“Got it out of his head—and from watching birds fly, too, I reckon,” said Uncle Tel. “That boy, he’s always snatching time to sit out here on the top of old Hogback Hill, watching buzzards sail, crows flap, and how the lark gives a little spring when she sails up into the sky. Looky here, see that sort of spring, set there where the glider rests on its skid? That’s what Buddy calls his ‘lark spring up.’ It helps him get gliding in a shorter run than he could before he put it there.”
The glider and its escort had about reached the crest of the hill now. Raynor stepped a little apart and stood looking down over the lay of the land below him.
“Um—valleys and bare rolling hills,” he muttered to himself. “The sort of terrain below to make air currents that rise and flow. The kid’s a good picker of gliding country. Reckon though he’s been experimenting and studying out this air current business for himself. He’s not exactly the kind to leave everything to mere blind chance.”
Hal Dane jammed his old cap down on his head nearly to the ears, stood a moment beside his glider. He was a tall, fair boy—fair at least if he hadn’t been so outrageously tanned. His eyes had the Norse hint of “blue fire” to them, like the blue fire of the ice glint of the far north. For a fact, the boy had more than a hint of the old Norse Viking look to him as he stood there beside his wind ship.
His mother, in the fore-edge of the crowd, hands nervously twisting but chin up and eyes steady, might have been the mother of a Viking. Only, instead of watching a son take boat for unknown sea currents, this mother was watching a son mount the even more unknown air currents.
Ducking down to get in under the overhanging wing, Hal seated himself on the board, rammed his back against the upright post that formed the main member of his skeleton fuselage, then doubled up his long legs to set feet on the pair of pedals.
It was rather good sport, this starting Hal off on a flight. The Hillton youngsters had plenty of experience in their end of the matter—which was the pushing and pulling off. On this occasion, when there were so many onlookers, it was a matter to be fought over. Fuz McGinnis, acting as master of ground ceremonies, straightened affairs out and selected those that had already had some experience in pulling off.

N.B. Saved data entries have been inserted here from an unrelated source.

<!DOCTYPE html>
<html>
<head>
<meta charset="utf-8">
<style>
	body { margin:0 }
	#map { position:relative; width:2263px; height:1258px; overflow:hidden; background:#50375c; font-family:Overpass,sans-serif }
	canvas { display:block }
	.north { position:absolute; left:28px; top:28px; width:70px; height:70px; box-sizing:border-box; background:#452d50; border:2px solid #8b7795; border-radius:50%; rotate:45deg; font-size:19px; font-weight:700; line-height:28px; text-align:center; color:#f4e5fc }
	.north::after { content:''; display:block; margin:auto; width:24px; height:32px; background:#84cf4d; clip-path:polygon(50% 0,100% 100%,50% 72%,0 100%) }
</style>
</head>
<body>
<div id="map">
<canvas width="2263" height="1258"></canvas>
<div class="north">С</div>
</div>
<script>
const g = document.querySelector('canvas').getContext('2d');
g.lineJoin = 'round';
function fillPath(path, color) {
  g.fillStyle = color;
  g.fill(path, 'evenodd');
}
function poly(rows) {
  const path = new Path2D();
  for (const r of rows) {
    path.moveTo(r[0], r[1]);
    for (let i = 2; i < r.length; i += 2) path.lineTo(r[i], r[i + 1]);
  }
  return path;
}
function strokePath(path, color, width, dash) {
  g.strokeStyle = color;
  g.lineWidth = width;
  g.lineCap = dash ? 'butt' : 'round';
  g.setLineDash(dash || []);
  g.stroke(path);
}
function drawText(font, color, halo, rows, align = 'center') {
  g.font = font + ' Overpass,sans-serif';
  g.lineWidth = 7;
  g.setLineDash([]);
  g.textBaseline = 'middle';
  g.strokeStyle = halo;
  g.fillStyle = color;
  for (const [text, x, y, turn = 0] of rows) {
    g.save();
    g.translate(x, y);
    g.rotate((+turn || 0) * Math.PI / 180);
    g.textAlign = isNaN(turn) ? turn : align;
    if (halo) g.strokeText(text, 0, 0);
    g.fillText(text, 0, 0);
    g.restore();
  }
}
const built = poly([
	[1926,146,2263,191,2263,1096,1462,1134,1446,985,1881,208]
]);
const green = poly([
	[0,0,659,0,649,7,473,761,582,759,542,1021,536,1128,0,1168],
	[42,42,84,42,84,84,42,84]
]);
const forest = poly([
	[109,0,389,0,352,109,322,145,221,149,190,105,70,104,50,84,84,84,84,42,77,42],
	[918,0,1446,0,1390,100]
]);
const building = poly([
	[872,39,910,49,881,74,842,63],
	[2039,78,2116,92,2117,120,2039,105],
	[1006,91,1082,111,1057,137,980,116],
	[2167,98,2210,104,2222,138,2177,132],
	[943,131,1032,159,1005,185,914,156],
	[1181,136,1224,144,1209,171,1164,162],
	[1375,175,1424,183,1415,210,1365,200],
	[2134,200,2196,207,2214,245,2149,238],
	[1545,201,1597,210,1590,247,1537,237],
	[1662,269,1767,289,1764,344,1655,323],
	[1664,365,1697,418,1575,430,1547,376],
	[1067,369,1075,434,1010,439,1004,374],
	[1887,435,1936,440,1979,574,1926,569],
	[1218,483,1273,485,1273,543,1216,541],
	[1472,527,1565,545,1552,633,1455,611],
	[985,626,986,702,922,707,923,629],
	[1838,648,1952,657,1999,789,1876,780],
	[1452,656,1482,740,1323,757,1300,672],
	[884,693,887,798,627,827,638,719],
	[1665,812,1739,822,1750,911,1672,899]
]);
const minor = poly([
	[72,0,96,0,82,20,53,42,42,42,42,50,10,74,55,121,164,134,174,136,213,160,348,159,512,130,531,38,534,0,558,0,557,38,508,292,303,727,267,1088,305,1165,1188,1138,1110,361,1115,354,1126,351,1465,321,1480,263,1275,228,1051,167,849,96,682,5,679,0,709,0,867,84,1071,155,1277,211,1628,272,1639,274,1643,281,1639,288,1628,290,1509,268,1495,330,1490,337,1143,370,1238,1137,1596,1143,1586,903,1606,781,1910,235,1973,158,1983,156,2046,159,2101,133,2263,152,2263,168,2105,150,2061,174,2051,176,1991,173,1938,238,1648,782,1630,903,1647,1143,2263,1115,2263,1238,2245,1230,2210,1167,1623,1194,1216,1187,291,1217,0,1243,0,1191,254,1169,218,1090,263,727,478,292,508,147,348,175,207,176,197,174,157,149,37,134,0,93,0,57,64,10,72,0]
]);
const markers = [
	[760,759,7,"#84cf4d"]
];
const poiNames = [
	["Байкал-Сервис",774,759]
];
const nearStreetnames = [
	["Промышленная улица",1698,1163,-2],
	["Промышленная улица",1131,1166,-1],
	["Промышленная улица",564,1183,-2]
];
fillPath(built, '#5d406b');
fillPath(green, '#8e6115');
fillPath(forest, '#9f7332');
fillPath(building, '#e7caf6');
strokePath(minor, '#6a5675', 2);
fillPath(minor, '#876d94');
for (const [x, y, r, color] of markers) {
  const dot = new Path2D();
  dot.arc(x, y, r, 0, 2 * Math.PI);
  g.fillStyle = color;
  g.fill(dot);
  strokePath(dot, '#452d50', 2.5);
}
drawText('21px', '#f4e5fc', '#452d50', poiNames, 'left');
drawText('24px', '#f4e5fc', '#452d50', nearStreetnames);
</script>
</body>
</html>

At a signal from Hal, half a dozen fellows, three to the left and three to the right, walked away with the ends of a rope that led back in a “V” to the front of the wind bird. At the tip of one wing a tall boy trotted along to hold the wings level. Behind the wind bird, Fuz and another fellow came ambling along, pulling back slightly on a tail rope.
At twenty steps down the hill, Hal shouted, “Run!”
The contraption, which had been slipping along the ground on its keel skid, rose a few feet as the runners picked up speed.